LGBT+ History Month: Thomas Hitzlsperger says football has made ‘progress’ since he came out

Thomas Hitzlsperger says becoming chief executive of Stuttgart shows football has made “progress” on LGBT+ issues since he came out seven years ago.

He was appointed chief executive of Bundesliga club Stuttgart, where he had also been a player, in February 2019.

“The past seven years have been a fantastic journey,” he told BBC Sport.

“The fact I’m the CEO of one of the biggest clubs in Germany is a sign of the progress. It wouldn’t have been possible 10 years ago – even five years ago.

“My life changed seven years ago when I went public, and has changed for the better.”
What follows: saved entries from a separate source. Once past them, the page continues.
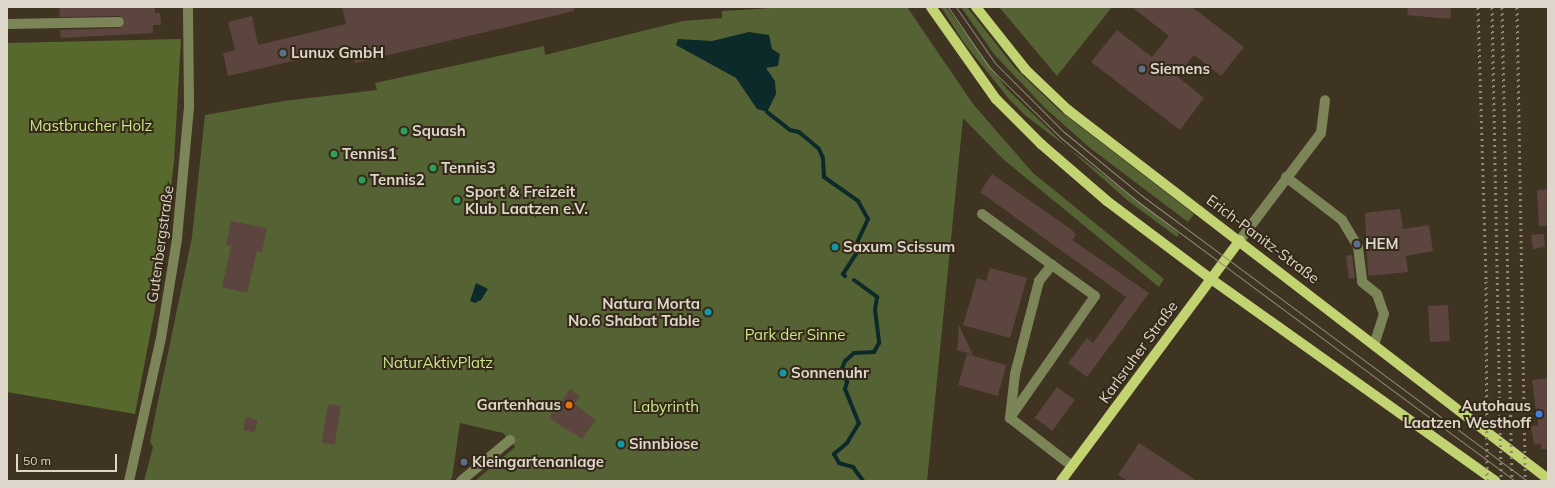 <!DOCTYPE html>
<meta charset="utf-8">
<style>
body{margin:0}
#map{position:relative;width:1555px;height:488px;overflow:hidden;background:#3f3322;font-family:Mulish,sans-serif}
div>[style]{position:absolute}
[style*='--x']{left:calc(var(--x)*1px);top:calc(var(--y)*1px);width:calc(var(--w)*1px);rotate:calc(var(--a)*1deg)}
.green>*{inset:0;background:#556334}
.forest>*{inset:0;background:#58692d}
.water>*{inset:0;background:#0c2a2a}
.stream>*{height:4px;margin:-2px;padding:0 2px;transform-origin:2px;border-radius:2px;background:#0c2a2a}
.building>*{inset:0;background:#5c453f;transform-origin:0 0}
.minor>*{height:10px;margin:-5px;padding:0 5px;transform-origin:5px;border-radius:5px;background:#7b8557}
.major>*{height:10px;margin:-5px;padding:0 5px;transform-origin:5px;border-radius:5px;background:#c1d471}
.tram>*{height:1px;margin:-0.5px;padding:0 0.5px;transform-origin:0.5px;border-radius:0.5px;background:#918779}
.rail>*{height:3px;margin-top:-1.5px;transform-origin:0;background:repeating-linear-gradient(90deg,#918779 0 2px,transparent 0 6px)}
.dots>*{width:11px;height:11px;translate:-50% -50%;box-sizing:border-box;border:2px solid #352918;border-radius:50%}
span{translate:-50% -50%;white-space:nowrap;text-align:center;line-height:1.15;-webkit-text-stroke:4px #352918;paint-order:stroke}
.poi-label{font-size:15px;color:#ddd6cb;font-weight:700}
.left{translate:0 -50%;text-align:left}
.right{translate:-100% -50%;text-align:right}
.park-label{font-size:15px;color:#cbe68d}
.street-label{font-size:15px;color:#ddd6cb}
.frame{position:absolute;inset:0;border:8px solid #ddd6cb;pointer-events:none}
.scale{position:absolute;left:16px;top:454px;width:101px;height:18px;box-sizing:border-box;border:2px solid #ddd6cb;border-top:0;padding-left:5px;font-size:12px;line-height:14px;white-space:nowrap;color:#ddd6cb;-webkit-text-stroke:3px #352918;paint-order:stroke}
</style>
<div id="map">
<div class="green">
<i style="clip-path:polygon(787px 7px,907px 7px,973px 104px,1033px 173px,1164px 279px,1159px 287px,1003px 159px,963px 118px,927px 481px,475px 481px,515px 447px,503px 433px,460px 423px,452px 478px,449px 481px,144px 481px,153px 447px,150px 442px,156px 411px,192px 237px,205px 115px,284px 101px,377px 90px,375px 83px,544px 46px,545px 55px,683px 21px,722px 18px,722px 11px)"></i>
<i style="clip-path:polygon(941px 7px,946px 7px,1007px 89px,1067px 147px,1026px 116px,1009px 99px,964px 43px)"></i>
<i style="clip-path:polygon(961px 7px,967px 7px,1015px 68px,1060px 111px,1194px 214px,1188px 222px,1090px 148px,1045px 108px,994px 54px)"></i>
<i style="clip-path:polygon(999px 7px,1112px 7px,1057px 76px)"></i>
<i style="clip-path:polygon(1068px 148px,1162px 219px,1179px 234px,1177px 237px,1127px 200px)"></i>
</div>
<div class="forest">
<i style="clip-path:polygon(181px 39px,174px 161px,161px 277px,135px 414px,7px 392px,7px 43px)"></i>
</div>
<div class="water">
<i style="clip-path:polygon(749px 32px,769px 35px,772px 49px,780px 54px,778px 66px,766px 68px,775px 81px,776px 94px,767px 112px,757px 109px,736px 78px,676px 45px,678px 39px,712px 41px)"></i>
<i style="clip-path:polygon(476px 283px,488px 289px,481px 300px,475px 303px,470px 301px)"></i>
</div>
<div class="stream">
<i style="--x:767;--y:112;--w:29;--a:38"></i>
<i style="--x:790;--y:130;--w:9;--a:13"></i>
<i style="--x:799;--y:132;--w:26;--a:40"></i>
<i style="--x:819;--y:149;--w:10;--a:66"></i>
<i style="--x:823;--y:158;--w:19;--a:87"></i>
<i style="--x:824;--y:177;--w:42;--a:35.2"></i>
<i style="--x:858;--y:201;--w:21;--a:61"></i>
<i style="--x:868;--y:219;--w:26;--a:115"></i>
<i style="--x:857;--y:243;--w:11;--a:95"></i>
<i style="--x:856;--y:254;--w:24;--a:123"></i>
<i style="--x:843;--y:274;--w:3;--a:45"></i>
<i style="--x:854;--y:280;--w:29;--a:36"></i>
<i style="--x:877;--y:297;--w:12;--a:99"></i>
<i style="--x:875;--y:309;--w:34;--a:83"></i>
<i style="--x:879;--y:343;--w:10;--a:119"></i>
<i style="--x:874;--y:352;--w:20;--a:177"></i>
<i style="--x:854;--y:353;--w:12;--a:138"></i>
<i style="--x:845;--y:361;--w:11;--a:112"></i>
<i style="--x:841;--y:371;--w:13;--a:61"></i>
<i style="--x:847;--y:382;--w:7;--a:106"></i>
<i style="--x:845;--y:389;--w:37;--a:68"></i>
<i style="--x:859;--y:423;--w:23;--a:121"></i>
<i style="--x:847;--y:443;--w:17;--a:140"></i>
<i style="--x:834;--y:454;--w:10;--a:61"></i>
<i style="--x:839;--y:463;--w:15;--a:16"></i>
<i style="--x:853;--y:467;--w:17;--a:54"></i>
</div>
<div class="building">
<i style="clip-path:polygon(59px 7px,155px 7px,155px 13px,160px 13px,161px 25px,153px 25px,153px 33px,61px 38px,60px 30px,119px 28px,125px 22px,119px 16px,60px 17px)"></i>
<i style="clip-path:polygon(342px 7px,574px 7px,574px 11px,355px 63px,352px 47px,228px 76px,223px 53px,235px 50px,228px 22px,252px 16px,258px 45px,346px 24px)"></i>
<i style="clip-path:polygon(1132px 7px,1192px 7px,1244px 47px,1221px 76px,1194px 55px,1177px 76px,1204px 98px,1180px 130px,1091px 62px,1117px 30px,1152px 57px,1169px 36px)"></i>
<i style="clip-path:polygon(1408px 7px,1451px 7px,1450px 19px,1407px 15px)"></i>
<i style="clip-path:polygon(992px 174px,1072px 230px,1076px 235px,1072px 240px,1149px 293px,1087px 377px,1068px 363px,1087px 338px,1093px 343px,1126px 297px,980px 192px)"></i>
<i style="clip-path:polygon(1548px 189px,1548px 226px,1539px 226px,1537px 190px)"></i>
<i style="clip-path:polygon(1400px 209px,1403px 229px,1429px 225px,1433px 251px,1406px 256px,1408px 272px,1368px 276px,1365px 213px)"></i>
<i style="clip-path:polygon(231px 221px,267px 228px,262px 252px,257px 251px,247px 293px,222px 287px,231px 246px,226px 245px)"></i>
<i style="clip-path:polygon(1544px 234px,1545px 247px,1533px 249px,1531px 235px)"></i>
<i style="left:1352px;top:255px;width:23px;height:6px;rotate:83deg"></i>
<i style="clip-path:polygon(990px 268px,1027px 278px,1010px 338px,963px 325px,977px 278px,986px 281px)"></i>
<i style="left:1448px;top:305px;width:36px;height:20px;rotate:87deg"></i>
<i style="clip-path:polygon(959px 325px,973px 355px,957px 350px)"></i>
<i style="left:967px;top:354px;width:41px;height:32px;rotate:16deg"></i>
<i style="clip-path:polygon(1548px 378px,1548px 449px,1541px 449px,1541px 444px,1534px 445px,1531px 426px,1538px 425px,1532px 380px)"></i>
<i style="left:1057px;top:387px;width:22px;height:38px;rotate:36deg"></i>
<i style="clip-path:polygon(570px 389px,580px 396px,574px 404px,596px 420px,582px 439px,549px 418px)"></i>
<i style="left:328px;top:404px;width:13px;height:39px;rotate:9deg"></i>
<i style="left:246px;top:417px;width:12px;height:13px;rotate:14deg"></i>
<i style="clip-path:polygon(1139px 443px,1197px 481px,1128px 481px,1118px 475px)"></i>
</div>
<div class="minor">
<i style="--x:7;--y:24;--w:112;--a:-1"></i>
<i style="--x:1286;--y:177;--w:71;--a:37.5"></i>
<i style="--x:1342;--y:220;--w:31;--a:59"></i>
<i style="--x:1358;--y:247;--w:35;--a:83"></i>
<i style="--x:1362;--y:282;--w:19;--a:39"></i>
<i style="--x:1377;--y:294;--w:21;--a:71"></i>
<i style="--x:1384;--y:314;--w:32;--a:108"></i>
<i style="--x:982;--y:214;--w:87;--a:36.1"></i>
<i style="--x:1240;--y:240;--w:134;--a:-52.9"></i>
<i style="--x:1321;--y:133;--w:33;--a:-83"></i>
<i style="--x:1052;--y:265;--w:53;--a:35.8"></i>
<i style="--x:1095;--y:296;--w:149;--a:124.9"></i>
<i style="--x:1010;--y:418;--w:44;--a:-83.5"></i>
<i style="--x:1015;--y:374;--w:96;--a:-75.5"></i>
<i style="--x:1039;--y:281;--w:21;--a:-51"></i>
<i style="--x:1010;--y:418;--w:78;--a:37.7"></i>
<i style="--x:129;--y:481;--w:147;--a:-77.4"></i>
<i style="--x:161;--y:338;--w:100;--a:-80.8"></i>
<i style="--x:177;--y:239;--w:134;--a:-84.8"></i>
<i style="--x:189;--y:106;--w:99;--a:-90.6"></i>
<i style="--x:461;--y:481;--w:64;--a:-39.9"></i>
</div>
<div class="major">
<i style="--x:931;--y:7;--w:113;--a:54.8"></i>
<i style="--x:996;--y:99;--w:64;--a:45"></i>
<i style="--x:1041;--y:144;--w:87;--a:40.8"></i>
<i style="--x:1107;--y:201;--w:130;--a:36.9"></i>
<i style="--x:1211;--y:279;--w:349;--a:35.4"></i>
<i style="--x:976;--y:7;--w:80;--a:51.6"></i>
<i style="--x:1026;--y:70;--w:58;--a:43.6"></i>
<i style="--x:1068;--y:110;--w:605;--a:37.55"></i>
<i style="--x:1061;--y:481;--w:300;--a:-53.4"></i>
</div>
<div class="tram">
<i style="--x:948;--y:7;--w:73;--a:55.7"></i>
<i style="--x:989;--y:67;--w:100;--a:44.6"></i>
<i style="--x:1060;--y:137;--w:100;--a:39.7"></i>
<i style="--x:1137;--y:201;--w:470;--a:36.5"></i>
<i style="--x:956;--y:7;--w:68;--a:55.1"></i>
<i style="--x:995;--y:63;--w:98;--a:45"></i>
<i style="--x:1064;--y:132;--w:99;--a:39.3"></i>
<i style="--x:1141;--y:195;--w:480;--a:36.5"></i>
</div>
<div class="rail">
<i style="--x:1478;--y:7;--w:274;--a:88.3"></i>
<i style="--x:1486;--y:281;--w:200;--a:89.7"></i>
<i style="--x:1492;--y:7;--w:474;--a:88.9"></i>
<i style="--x:1502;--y:7;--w:474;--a:88.8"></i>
<i style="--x:1517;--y:7;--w:474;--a:89"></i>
</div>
<div class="dots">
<i style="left:283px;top:53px;background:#5c6f8a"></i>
<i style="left:1142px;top:69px;background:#5c6f8a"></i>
<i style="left:404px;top:131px;background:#2e9e5b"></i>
<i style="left:334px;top:154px;background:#2e9e5b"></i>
<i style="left:433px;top:168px;background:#2e9e5b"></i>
<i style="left:362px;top:180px;background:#2e9e5b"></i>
<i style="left:457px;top:200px;background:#2e9e5b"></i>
<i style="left:1357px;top:244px;background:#5c6f8a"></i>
<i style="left:835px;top:247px;background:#0f9aa8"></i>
<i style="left:708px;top:312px;background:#0f9aa8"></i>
<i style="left:783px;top:373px;background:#0f9aa8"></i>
<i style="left:569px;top:405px;background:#e8710a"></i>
<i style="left:1539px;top:414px;background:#3f7fe0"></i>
<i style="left:621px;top:444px;background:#0f9aa8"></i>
<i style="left:464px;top:462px;background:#5c6f8a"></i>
</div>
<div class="poi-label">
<span class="left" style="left:291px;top:53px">Lunux GmbH</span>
<span class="left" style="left:1150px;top:69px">Siemens</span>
<span class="left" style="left:412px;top:131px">Squash</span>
<span class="left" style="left:342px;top:154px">Tennis1</span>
<span class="left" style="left:441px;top:168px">Tennis3</span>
<span class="left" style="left:370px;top:180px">Tennis2</span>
<span class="left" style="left:465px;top:200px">Sport &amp; Freizeit<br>Klub Laatzen e.V.</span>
<span class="left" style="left:1365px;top:244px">HEM</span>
<span class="left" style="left:843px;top:247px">Saxum Scissum</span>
<span class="right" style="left:700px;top:312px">Natura Morta<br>No.6 Shabat Table</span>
<span class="left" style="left:791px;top:373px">Sonnenuhr</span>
<span class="right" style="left:561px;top:405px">Gartenhaus</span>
<span class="right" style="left:1531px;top:414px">Autohaus<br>Laatzen Westhoff</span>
<span class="left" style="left:629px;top:444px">Sinnbiose</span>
<span class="left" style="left:472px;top:462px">Kleingartenanlage</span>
</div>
<div class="park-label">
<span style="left:91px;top:126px">Mastbrucher Holz</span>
<span style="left:795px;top:335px">Park der Sinne</span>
<span style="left:438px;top:363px">NaturAktivPlatz</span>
<span style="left:666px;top:407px">Labyrinth</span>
</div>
<div class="street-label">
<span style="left:1263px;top:239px;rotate:37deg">Erich-Panitz-Straße</span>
<span style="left:160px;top:244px;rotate:-82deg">Gutenbergstraße</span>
<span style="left:1138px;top:352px;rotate:-54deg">Karlsruher Straße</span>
</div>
<div class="frame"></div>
<div class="scale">50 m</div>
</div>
Speaking to BBC Radio 5 Live’s Euro Leagues podcast, Hitzlsperger said he understood the “anxiety” any current professional footballer still has about coming out.

“Someone insulted me on social media recently using homophobic language, but it just doesn’t touch me any more. I’m confident enough that it doesn’t even reach me,” he added.

“But for those people who are not publicly out, who have not told their friends and families, to them it’s really hurtful, it pains them.”

Hitzlsperger said he is encouraged by working with fan groups and the German Football Association to raise awareness of LGBT+ issues, but football needs “courageous people” to confront homophobic language in the stands.

“In football stadiums there are a lot of people who disagree with discrimination, but then it takes someone to stand up to the person next to them and say: ‘We don’t accept this,'” said Hitzlsperger.

“I sense fans are more welcoming, but we can’t eradicate homophobia and we need courageous people to stand up and tell these people.”

Stuttgart players celebrate while wearing a rainbow-striped kit in a Bundesliga match against Mainz
Stuttgart wore a special rainbow-striped kit against Mainz last month

Stuttgart wore a special rainbow-striped shirt this season and Hitzlsperger said such symbols and rainbow flags do help society discuss LGBT+ issues, but they can only go so far.

World Cup 2022 hosts Qatar, where homosexuality is illegal, have said fans of all sexualities are welcome and that rainbow flags will be permitted in stadiums.external-link

“Rainbow flags don’t change the human rights situation in Qatar,” said Hitzlsperger.

“[World governing body] Fifa does have an impact, so what they do is use those symbols and we get good pictures on TV. But within Qatar – I’ve not been there myself – I don’t think it’s somewhere the LGBT community are looking forward to going.”

World Cup 2022 chief executive Nasser Al-Khater has said Qatar “understands the difference in people’s cultures” and that “everybody will be welcome and everybody will be treated with respect”.

Hitzlsperger said marking LGBT+ History Month is “very important” because it helps people who may question why it is necessary to understand “a bit better how people who are closeted feel”.

He added: “It helps them understand why people don’t come out, what it takes for them and why they need support.”

Hitzlsperger said he has not had any professional footballers ask him for advice on coming out, but he does provide guidance to amateur players, alongside the German FA.

The former West Ham and Everton player added he has “no regrets” about not coming out while still playing.

“I took the time I needed and I was then prepared. You have to be stable to do it and that’s why I have no regrets,” he said.

“The public statement wasn’t a relief – the relief was the first time I told my brother, my best mate, my parents.

“I wasn’t ready before. I didn’t have the support network and I had too many people telling me don’t do it. But when I retired, no-one could hold me back.”